Every entry must be repeated exactly. Exclude all pictures.

(Stored items)
- - - -
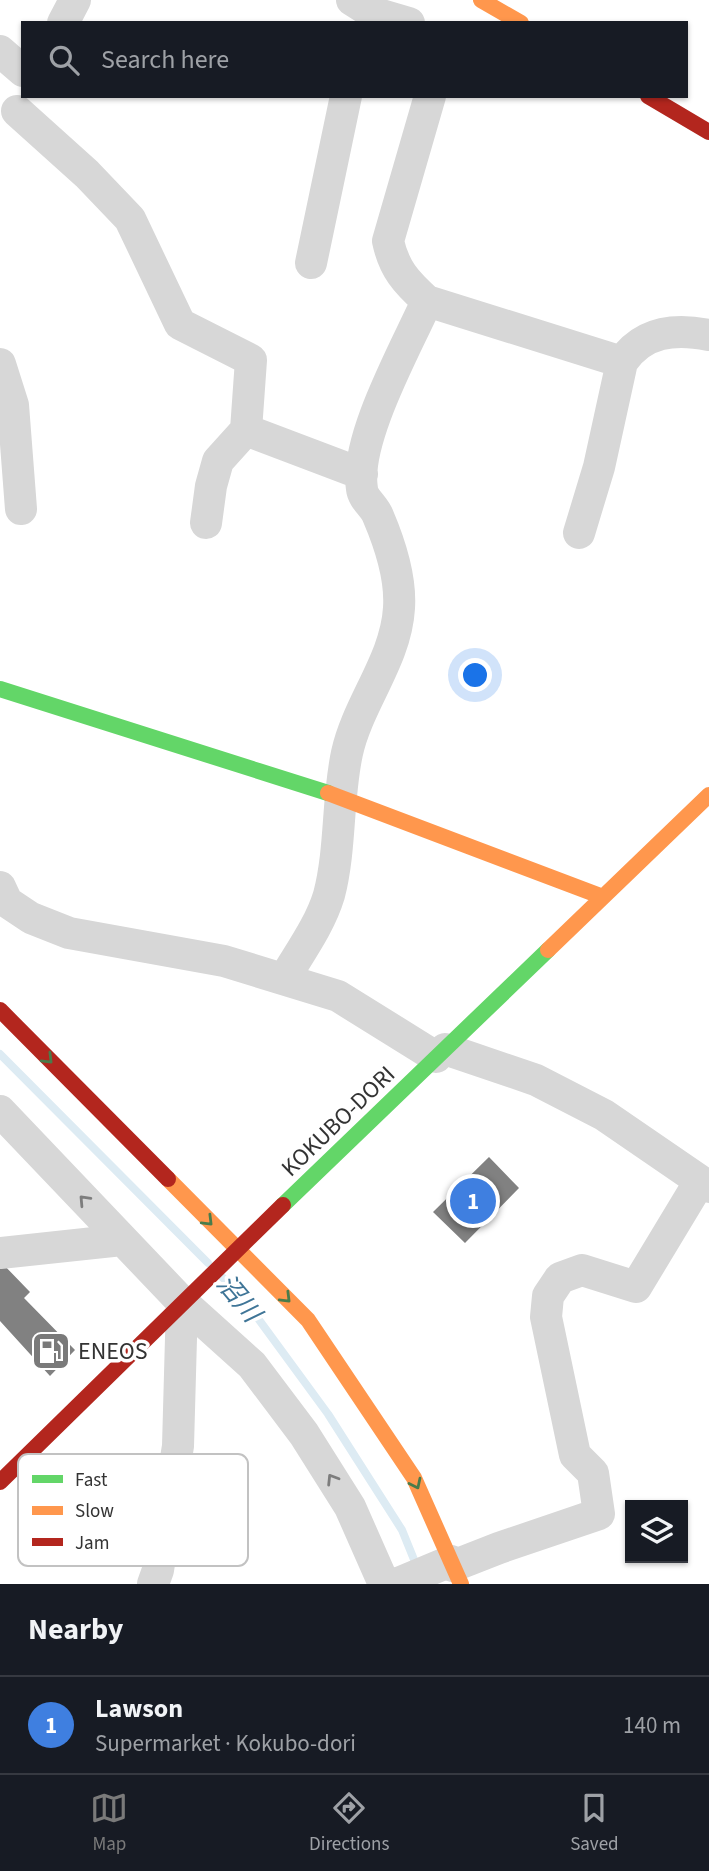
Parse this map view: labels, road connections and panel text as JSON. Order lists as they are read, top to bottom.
{
  "streets": {
    "street": ["KOKUBO-DORI"]
  },
  "water": ["沼川"],
  "places": {
    "fuel station": ["ENEOS"]
  },
  "legend": ["Fast", "Slow", "Jam"],
  "page": {
    "search": "Search here",
    "pins": "1",
    "heading": "Nearby",
    "list": [
      {
        "mark": "1",
        "name": "Lawson",
        "note": "Supermarket · Kokubo-dori",
        "value": "140 m"
      }
    ],
    "nav": ["Map", "Directions", "Saved"]
  }
}
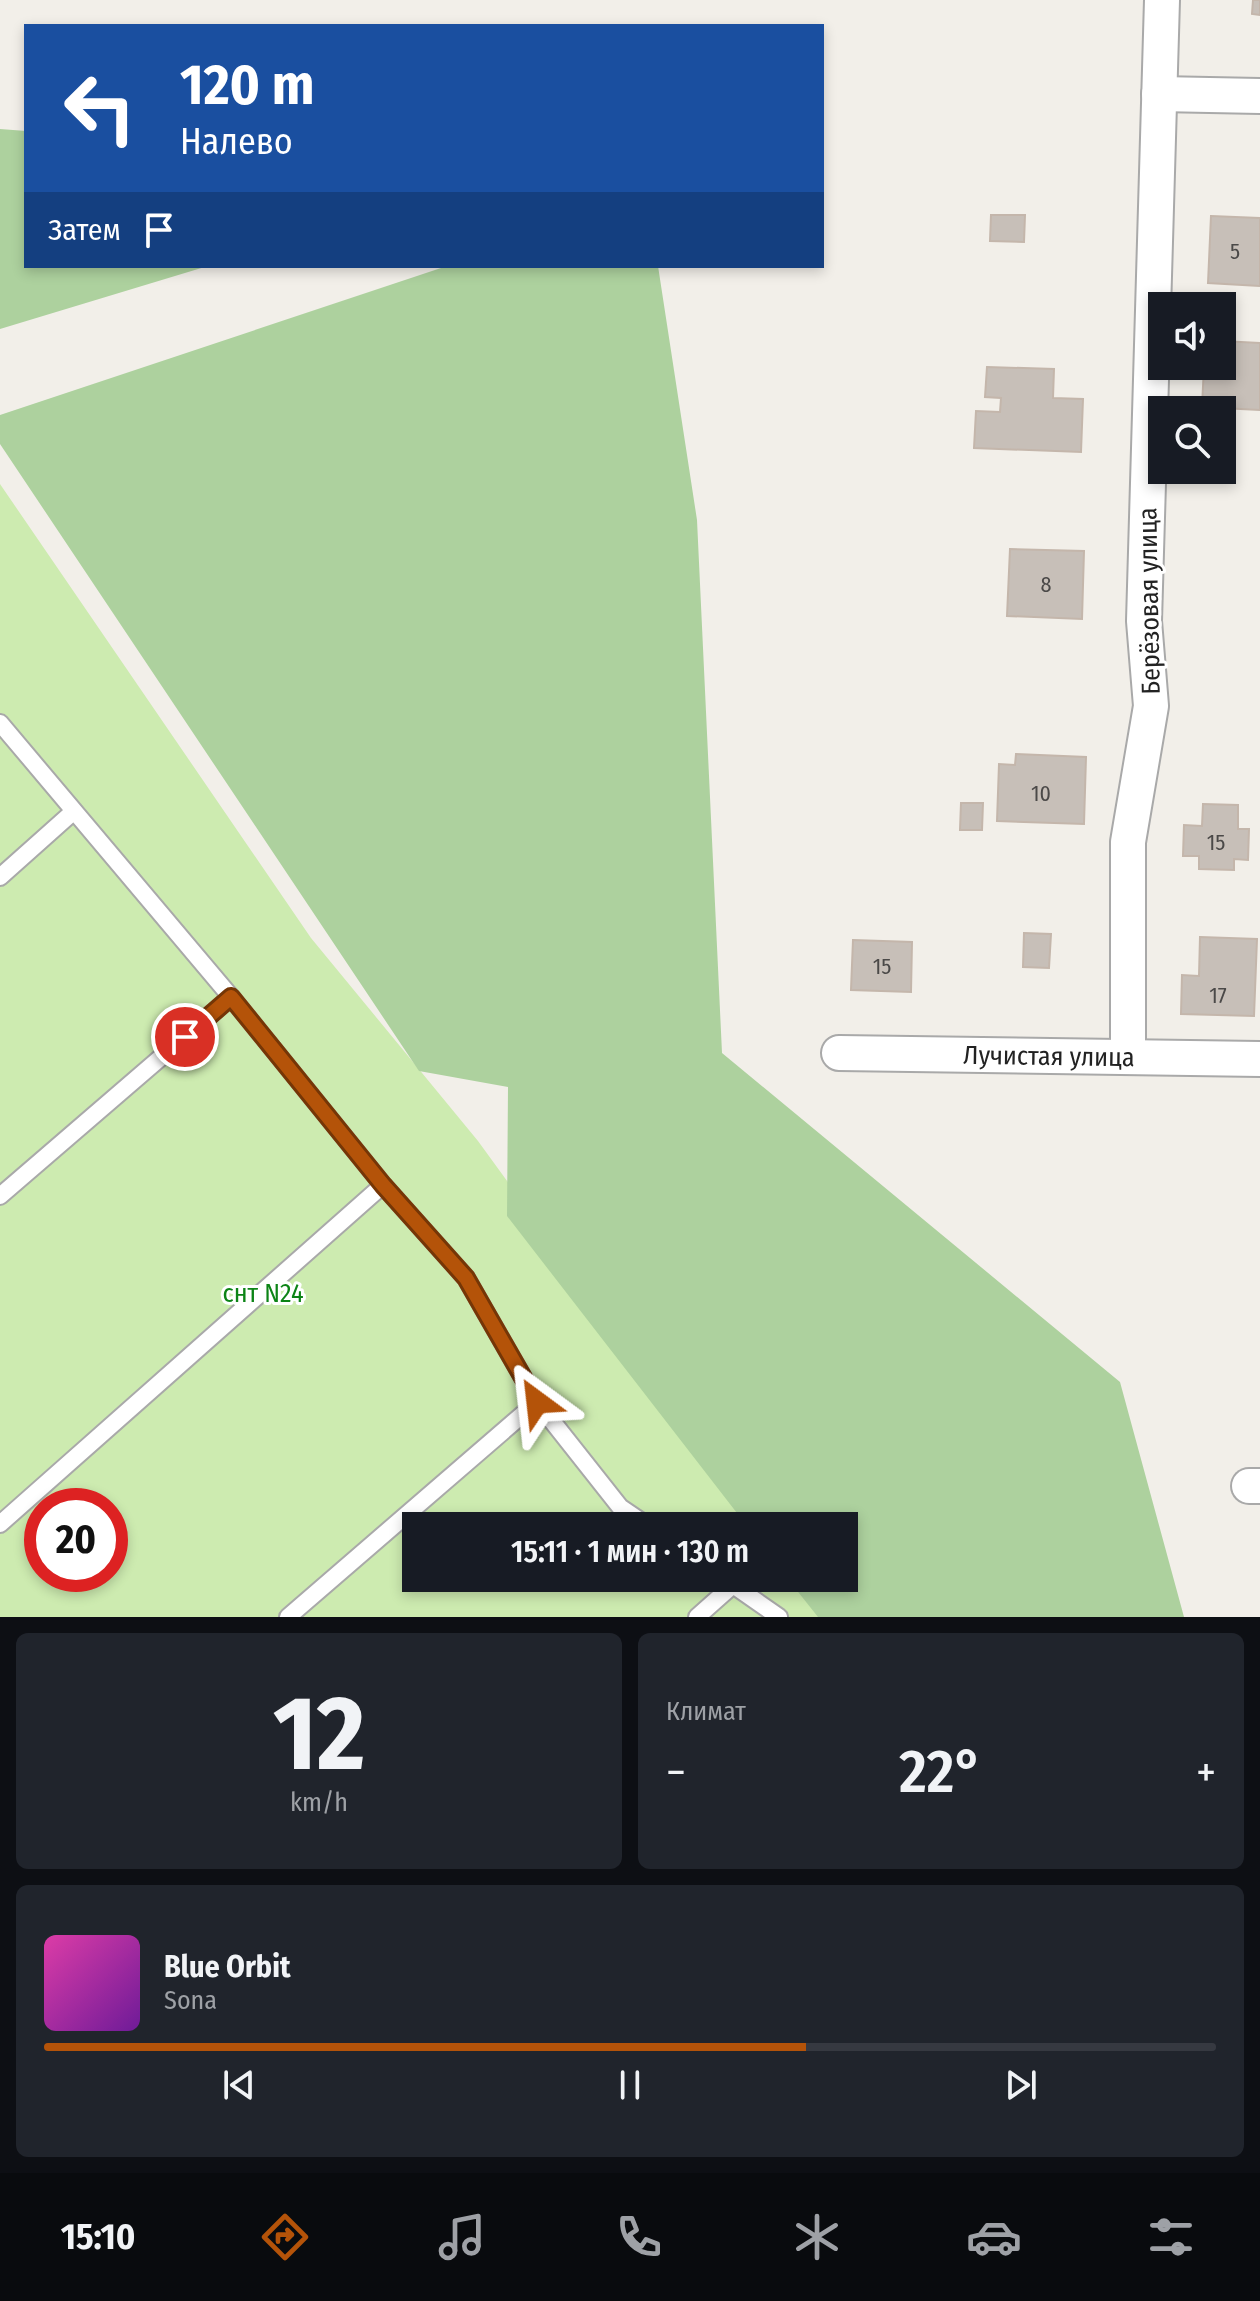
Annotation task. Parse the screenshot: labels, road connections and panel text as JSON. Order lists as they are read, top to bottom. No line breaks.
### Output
- - - -
Answer section >>
Parse this map view: labels, road connections and panel text as JSON. Order lists as they are read, top to bottom.
{
  "streets": {
    "street": ["KOKUBO-DORI"]
  },
  "water": ["沼川"],
  "places": {
    "fuel station": ["ENEOS"]
  },
  "legend": ["Fast", "Slow", "Jam"],
  "page": {
    "search": "Search here",
    "pins": "1",
    "heading": "Nearby",
    "list": [
      {
        "mark": "1",
        "name": "Lawson",
        "note": "Supermarket · Kokubo-dori",
        "value": "140 m"
      }
    ],
    "nav": ["Map", "Directions", "Saved"]
  }
}
Annotation task. Parse the screenshot: labels, road connections and panel text as JSON. Order lists as they are read, top to bottom. No line breaks.
### Output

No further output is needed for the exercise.